_Exercise input_
===

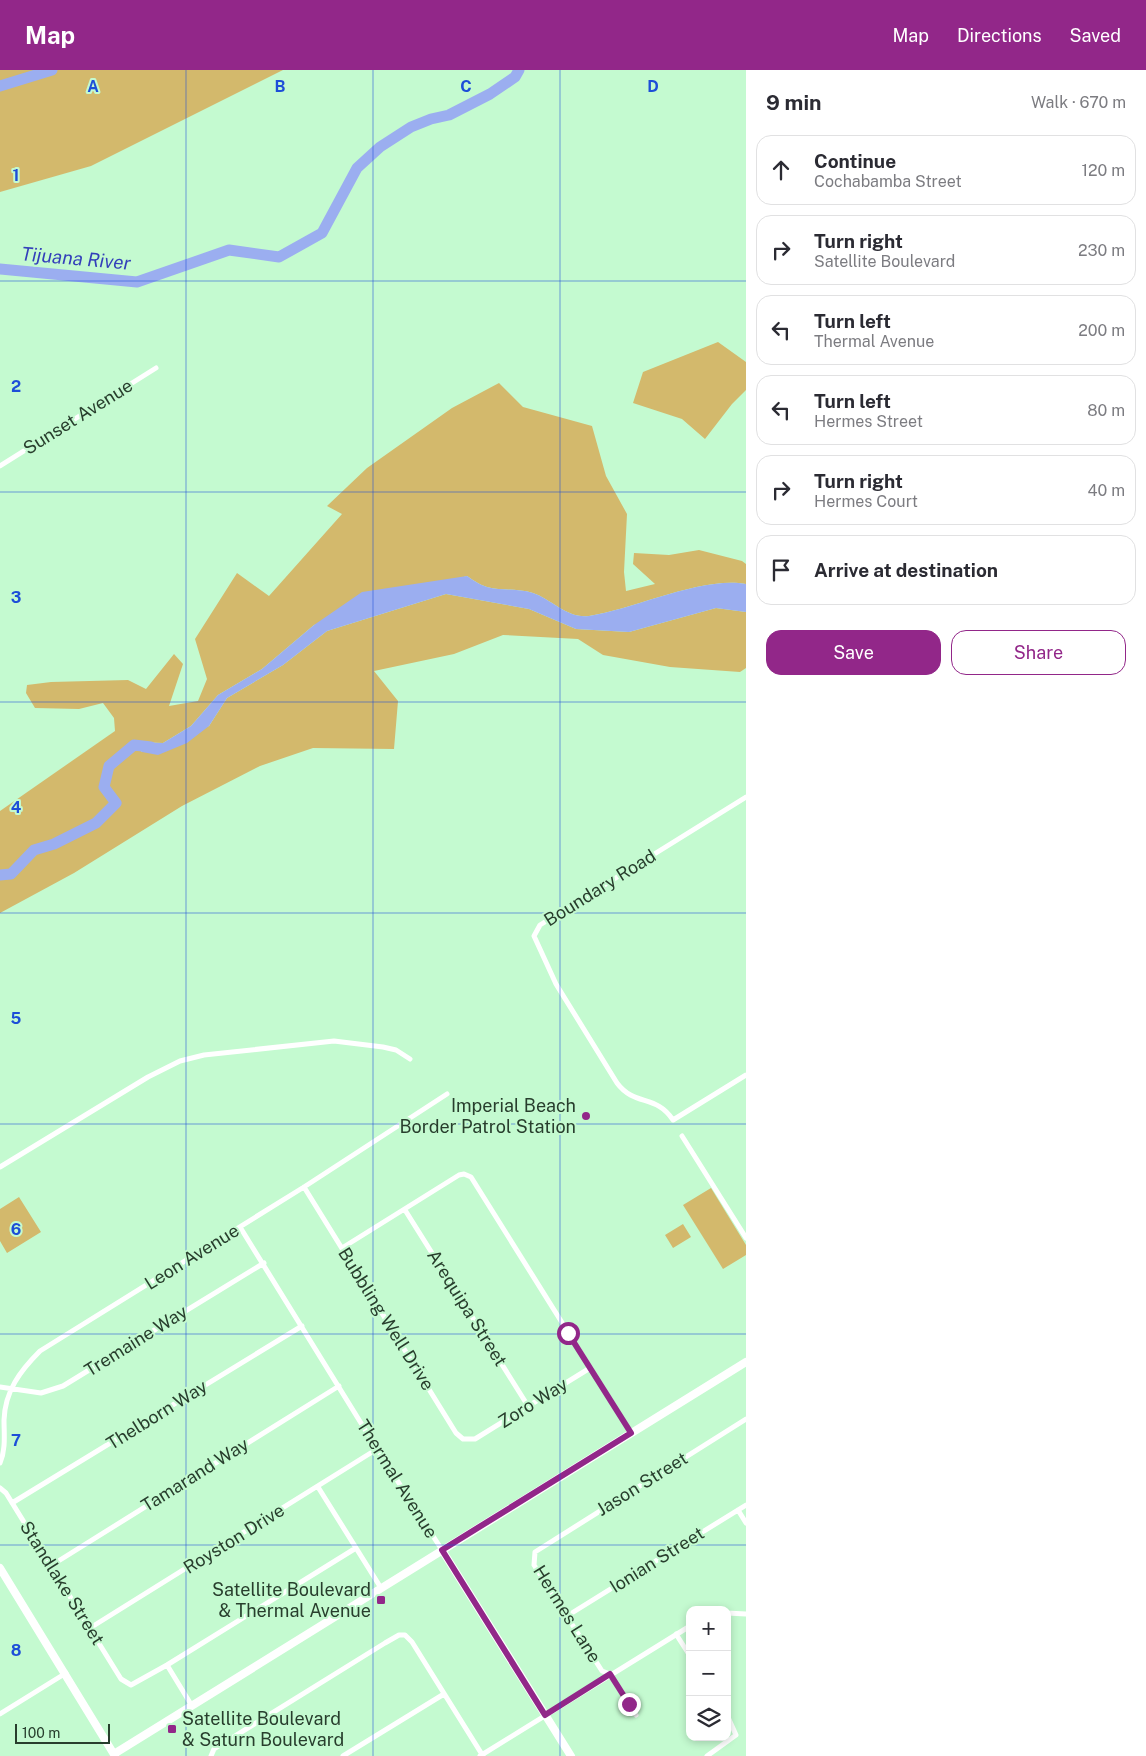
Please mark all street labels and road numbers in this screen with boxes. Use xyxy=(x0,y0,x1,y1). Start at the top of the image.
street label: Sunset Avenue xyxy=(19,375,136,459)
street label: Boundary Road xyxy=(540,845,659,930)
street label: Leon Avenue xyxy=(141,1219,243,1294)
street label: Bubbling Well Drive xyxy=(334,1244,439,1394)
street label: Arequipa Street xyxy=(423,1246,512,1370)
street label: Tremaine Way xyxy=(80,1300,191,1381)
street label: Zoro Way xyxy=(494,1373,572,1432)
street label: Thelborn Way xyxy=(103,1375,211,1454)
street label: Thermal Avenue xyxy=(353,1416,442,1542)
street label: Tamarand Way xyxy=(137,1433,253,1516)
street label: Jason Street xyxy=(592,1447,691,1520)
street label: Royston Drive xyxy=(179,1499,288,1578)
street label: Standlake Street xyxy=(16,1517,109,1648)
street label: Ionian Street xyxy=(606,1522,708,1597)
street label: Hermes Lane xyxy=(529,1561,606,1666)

===

Only the pictures are to be dropped; all other material above must be repeated exactly.

_Response box_
Please mark all street labels and road numbers in this screen with boxes. Use xyxy=(x0,y0,x1,y1). Start at the top of the image.
street label: Sunset Avenue xyxy=(19,375,136,459)
street label: Boundary Road xyxy=(540,845,659,930)
street label: Leon Avenue xyxy=(141,1219,243,1294)
street label: Bubbling Well Drive xyxy=(334,1244,439,1394)
street label: Arequipa Street xyxy=(423,1246,512,1370)
street label: Tremaine Way xyxy=(80,1300,191,1381)
street label: Zoro Way xyxy=(494,1373,572,1432)
street label: Thelborn Way xyxy=(103,1375,211,1454)
street label: Thermal Avenue xyxy=(353,1416,442,1542)
street label: Tamarand Way xyxy=(137,1433,253,1516)
street label: Jason Street xyxy=(592,1447,691,1520)
street label: Royston Drive xyxy=(179,1499,288,1578)
street label: Standlake Street xyxy=(16,1517,109,1648)
street label: Ionian Street xyxy=(606,1522,708,1597)
street label: Hermes Lane xyxy=(529,1561,606,1666)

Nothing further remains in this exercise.